Musa aleyhisselâmdan Sonra İsrailoğulları
İsrailoğulları yaptıklarına Allâh Subhânehu ve Teâlâ’dan bir ceza olmak üzere yeryüzünde şaşkın şaşkın gezerken, Musa aleyhisselâm vefat etti. Allâh Subhânehu ve Teâlâ, onlara zilleti ve zayıflığı vermişti. Allâh Subhânehu ve Teâlâ’nın gazabına uğramışlardı. Aralarından Rasûl gönderen, onlara hükümdarlık veren ve yaşadıkları devirde hiç bir topluma vermediğini onlara veren Allâh Subhânehu ve Teâlâ’yı gazaplandırmışlardı.

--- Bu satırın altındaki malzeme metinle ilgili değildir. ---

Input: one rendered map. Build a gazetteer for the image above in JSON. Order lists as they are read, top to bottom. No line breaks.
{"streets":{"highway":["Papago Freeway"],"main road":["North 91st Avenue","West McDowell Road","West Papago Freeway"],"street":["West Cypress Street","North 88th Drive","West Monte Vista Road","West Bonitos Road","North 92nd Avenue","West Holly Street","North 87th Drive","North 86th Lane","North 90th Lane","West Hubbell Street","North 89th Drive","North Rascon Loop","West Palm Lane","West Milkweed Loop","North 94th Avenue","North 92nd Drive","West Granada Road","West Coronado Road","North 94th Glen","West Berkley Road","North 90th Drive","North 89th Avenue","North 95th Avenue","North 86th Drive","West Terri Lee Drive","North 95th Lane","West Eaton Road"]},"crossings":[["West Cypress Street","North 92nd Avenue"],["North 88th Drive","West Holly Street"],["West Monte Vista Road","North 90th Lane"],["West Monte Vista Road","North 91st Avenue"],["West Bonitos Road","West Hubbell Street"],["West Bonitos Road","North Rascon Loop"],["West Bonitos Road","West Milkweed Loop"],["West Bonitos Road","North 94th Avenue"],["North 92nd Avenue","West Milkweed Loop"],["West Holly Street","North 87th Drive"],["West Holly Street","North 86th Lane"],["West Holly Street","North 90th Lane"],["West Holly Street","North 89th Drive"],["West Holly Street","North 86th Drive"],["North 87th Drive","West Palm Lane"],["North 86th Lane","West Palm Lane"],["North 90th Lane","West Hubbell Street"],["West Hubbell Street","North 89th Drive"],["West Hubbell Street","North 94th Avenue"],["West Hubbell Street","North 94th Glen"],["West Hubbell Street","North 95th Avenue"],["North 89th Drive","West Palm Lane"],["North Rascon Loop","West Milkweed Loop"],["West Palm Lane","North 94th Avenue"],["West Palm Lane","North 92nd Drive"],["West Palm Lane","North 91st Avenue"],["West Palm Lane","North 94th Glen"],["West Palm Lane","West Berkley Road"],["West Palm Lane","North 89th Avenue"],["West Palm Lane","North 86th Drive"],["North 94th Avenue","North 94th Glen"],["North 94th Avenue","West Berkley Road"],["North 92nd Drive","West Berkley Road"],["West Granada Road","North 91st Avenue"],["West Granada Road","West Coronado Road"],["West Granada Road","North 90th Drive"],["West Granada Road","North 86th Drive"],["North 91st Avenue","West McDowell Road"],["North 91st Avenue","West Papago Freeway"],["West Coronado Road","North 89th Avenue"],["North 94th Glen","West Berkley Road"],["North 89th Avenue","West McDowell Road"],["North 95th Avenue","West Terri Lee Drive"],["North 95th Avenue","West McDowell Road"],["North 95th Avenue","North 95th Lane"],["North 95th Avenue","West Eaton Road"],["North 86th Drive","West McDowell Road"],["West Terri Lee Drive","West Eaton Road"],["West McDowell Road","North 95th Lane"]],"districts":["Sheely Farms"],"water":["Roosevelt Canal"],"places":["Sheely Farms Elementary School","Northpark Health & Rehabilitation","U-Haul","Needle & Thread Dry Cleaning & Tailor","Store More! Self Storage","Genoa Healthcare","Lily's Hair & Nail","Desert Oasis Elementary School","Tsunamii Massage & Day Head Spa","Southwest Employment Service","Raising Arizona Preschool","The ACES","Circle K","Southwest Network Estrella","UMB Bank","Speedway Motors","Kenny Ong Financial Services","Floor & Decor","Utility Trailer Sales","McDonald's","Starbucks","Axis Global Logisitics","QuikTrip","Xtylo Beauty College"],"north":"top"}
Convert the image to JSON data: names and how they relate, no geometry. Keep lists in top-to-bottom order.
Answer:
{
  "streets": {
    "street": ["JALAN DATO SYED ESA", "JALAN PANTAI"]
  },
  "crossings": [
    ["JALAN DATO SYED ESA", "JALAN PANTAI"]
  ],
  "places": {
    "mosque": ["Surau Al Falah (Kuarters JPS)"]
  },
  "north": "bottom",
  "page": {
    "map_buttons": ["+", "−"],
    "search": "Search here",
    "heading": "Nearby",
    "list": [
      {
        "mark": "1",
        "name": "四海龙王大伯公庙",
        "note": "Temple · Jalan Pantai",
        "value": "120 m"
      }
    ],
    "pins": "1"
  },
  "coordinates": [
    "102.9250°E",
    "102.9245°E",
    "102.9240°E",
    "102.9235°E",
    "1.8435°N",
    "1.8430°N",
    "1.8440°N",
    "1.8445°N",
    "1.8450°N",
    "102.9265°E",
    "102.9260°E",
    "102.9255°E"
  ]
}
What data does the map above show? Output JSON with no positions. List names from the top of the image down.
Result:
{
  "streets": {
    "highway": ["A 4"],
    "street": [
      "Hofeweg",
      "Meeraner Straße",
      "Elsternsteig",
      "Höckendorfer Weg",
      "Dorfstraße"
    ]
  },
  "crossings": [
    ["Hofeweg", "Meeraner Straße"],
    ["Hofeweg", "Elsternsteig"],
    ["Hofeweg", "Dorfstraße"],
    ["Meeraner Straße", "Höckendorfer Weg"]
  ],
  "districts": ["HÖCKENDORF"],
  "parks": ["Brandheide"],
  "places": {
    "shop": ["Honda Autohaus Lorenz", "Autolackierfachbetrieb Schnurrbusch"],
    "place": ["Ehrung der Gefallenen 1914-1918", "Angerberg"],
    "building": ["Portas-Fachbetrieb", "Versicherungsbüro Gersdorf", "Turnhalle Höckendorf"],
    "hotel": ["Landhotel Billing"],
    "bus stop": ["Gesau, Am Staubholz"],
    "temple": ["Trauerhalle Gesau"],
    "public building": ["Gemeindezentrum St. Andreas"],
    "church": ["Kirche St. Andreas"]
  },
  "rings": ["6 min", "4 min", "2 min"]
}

Onları, kendilerine en kötü azabı tattıran, erkek çocuklarını öldüren, kızlarını diri bırakan Firavun’un zulmünden kurtaran Allâh Subhânehu ve Teâlâ’yı gazaplandırmışlardı. Bulutu onlara gölgelik yapan ve onlara kudret helvası ve bıldırcın gönderen Allâh Subhânehu ve Teâlâ’yı gazaplandırmışlardı. Kendileri için yerden pınarlar fışkırtan ve onlara yiyecek ve içecek hususunda genişlik veren Allâh Subhânehu ve Teâlâ’yı gazaplandırmışlardı.
Bütün bu nimetlere karşı onlar Allâh Subhânehu ve Teâlâ’nın ayetlerini inkar etmişler, isyan edip haddi aşmışlardı. Kendilerine karşı en merhametli kişiyi, analarından ve babalarından daha merhametli olan Musa aleyhisselâm’ı bile kızdırmışlardı. O, annenin süt çocuğunu bağrına bastığı gibi şefkatli bir annenin yetimi kucakladığı gibi onları bağrına basmış, kucaklamıştı. Ama ona rağmen Musa aleyhisselâm’a tabi olmayıp onunla inatlaşıp, alaya aldılar.
Ve son olarak, bütün bunlardan sonra bu cezaya, aşağılanmaya, zillete, şaşkın şaşkın gezinmeye ve ebedi olarak iflah olmamaya müstahak olmadılar mı? Onlar bütün bunları ve hatta daha fazlasını hak ettiler.
“Allâh, onlara zulmetmedi. Fakat onlar, kendilerine zulmetmekteydiler.” [Nahl: 16/33]
Hatime
Bir Ulu’l-azm Rasûllün kıssasının daha sonuna geldik. Hep beraber Musa aleyhisselâm’ın Firavun ve yandaşlarıyla olan mücadelesini daha sonra kavmiyle olan mücadelesini okuma fırsatı veren Rabbimize sonsuz hamd ederim.
Rabbim nasip ederse, bir sonraki sayımızda Ulu’l-azm Rasûllerinin dördüncüsü olan İsa aleyhisselâm ve Tevhîd mücadelesinde buluşmak üzere sizleri Rabbime emanet ediyorum.
Hamd Alemlerin Rabbi olan Allâh Subhânehu ve Teâlâ’ya mahsustur. Salât ve selâm nebilerin sonuncusu Muhammed sallallâhu aleyhi ve sellem ve bütün nebilerin üzerine olsun.